If you looke for an Epistle, as you have before ordinary publications, I am sory that I must deceive you; but you will not lay it to my charge, when you shall consider that this is not ordinary, for if I should say it were the best in this kinde, that ever this Kingdome hath yet seene; he that would doubt of it must goe out of the Kingdome to enforme himselfe, for the best judgments, within it, take it for granted.
You may imagine (if it please you) that I could endeare it unto you, by saying, that importunity drew it on; that had it not beene presented here, it would have come to us from beyond the Seas; (which perhaps is true enough), That my charge and paines in procuring of it hath beene such, and such. I could adde hereto, a promise of more correctnesse, or enlargement in the next Edition, if you shall in the meane time content you with this. But these things are so common, as that I should profane this Peece by applying them to it; A Peece which who so takes not as he findes it, in what manner soever, he is unworthy of it, sith a scattered limbe of this Author, hath more amiablenesse in it, in the eye of a discerner, than a whole body of some other; Or (to expresse him best by himself),
"A hand, or eye,In the By Hilyard drawne, is worth a historyStorme By a worse Painter made;"

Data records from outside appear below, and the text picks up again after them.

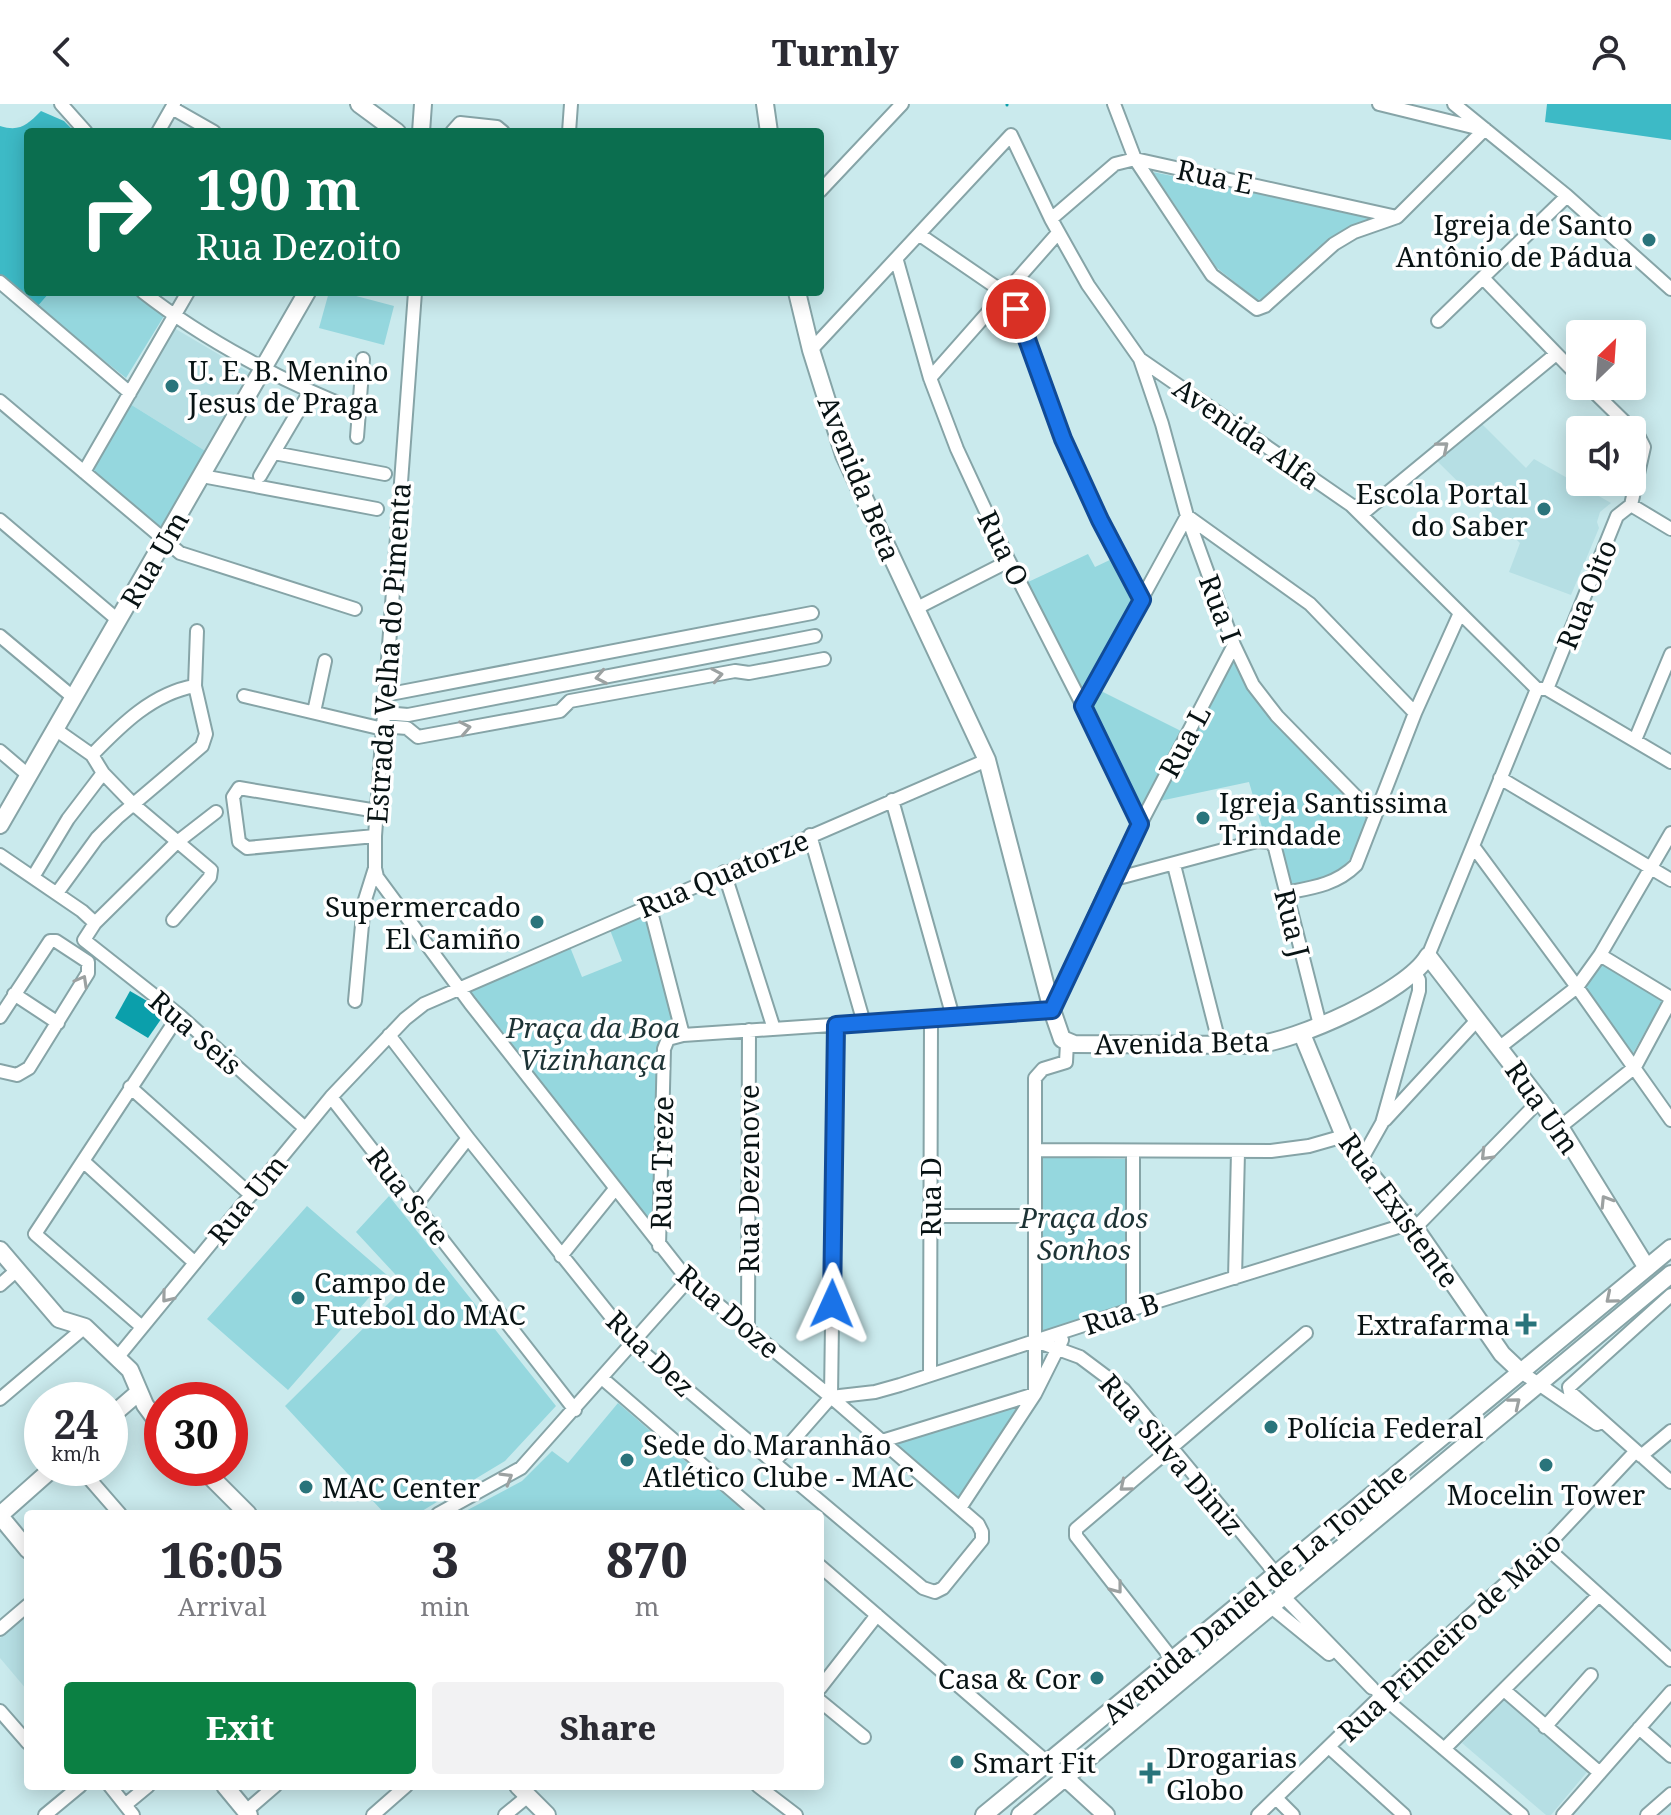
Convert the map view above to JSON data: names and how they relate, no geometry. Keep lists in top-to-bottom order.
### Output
{
  "streets": {
    "main road": [
      "Avenida Beta",
      "Rua Um",
      "Rua Existente",
      "Avenida Daniel de La Touche"
    ],
    "street": [
      "Rua E",
      "Avenida Alfa",
      "Rua O",
      "Rua Oito",
      "Rua I",
      "Estrada Velha do Pimenta",
      "Rua L",
      "Rua Quatorze",
      "Rua J",
      "Rua Seis",
      "Rua Treze",
      "Rua Dezenove",
      "Rua Sete",
      "Rua D",
      "Rua Doze",
      "Rua B",
      "Rua Dez",
      "Rua Silva Diniz",
      "Rua Primeiro de Maio"
    ]
  },
  "crossings": [
    ["Avenida Alfa", "Avenida Beta"],
    ["Avenida Alfa", "Rua Oito"],
    ["Avenida Alfa", "Rua I"],
    ["Avenida Beta", "Rua Um"],
    ["Avenida Beta", "Rua Oito"],
    ["Avenida Beta", "Rua L"],
    ["Avenida Beta", "Rua Quatorze"],
    ["Avenida Beta", "Rua J"],
    ["Avenida Beta", "Rua Existente"],
    ["Rua O", "Rua L"],
    ["Rua Um", "Estrada Velha do Pimenta"],
    ["Rua Um", "Rua Quatorze"],
    ["Rua Um", "Rua Seis"],
    ["Rua Um", "Rua Sete"],
    ["Rua Um", "Rua Doze"],
    ["Rua Um", "Rua Dez"],
    ["Rua Um", "Avenida Daniel de La Touche"],
    ["Rua I", "Rua L"],
    ["Estrada Velha do Pimenta", "Rua Quatorze"],
    ["Estrada Velha do Pimenta", "Rua Doze"],
    ["Rua L", "Rua J"],
    ["Rua Quatorze", "Rua Doze"],
    ["Rua Treze", "Rua Doze"],
    ["Rua Dezenove", "Rua Doze"],
    ["Rua D", "Rua B"],
    ["Rua Existente", "Rua B"],
    ["Rua Existente", "Avenida Daniel de La Touche"],
    ["Rua Doze", "Rua B"],
    ["Rua Doze", "Rua Dez"],
    ["Rua B", "Rua Silva Diniz"],
    ["Rua Silva Diniz", "Avenida Daniel de La Touche"]
  ],
  "parks": ["Praça da Boa Vizinhança", "Praça dos Sonhos"],
  "places": {
    "other": [
      "Igreja de Santo Antônio de Pádua",
      "U. E. B. Menino Jesus de Praga",
      "Escola Portal do Saber",
      "Igreja Santissima Trindade",
      "Supermercado El Camiño",
      "Campo de Futebol do MAC",
      "Polícia Federal",
      "Sede do Maranhão Atlético Clube - MAC",
      "Mocelin Tower",
      "MAC Center",
      "Casa & Cor",
      "Smart Fit"
    ],
    "health": ["Extrafarma", "Drogarias Globo"]
  },
  "north": "top right",
  "page": {
    "header": "Turnly",
    "turn": ["190 m", "Rua Dezoito"],
    "speed": "24 km/h",
    "limit": "30",
    "eta": [
      "16:05",
      "Arrival",
      "3",
      "min",
      "870",
      "m"
    ],
    "buttons": ["Exit", "Share"]
  }
}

If any man (thinking I speake this to enflame him for the vent of the Impression) be of another opinion, I shall as willingly spare his money as his judgement. I cannot lose so much by him as hee will by himselfe. For I shall satisfie my selfe with the conscience of well doing, in making so much good common.
Howsoever it may appeare to you. it shall suffice mee to enforme you, that it hath the best warrant that can bee, publique authority, and private friends.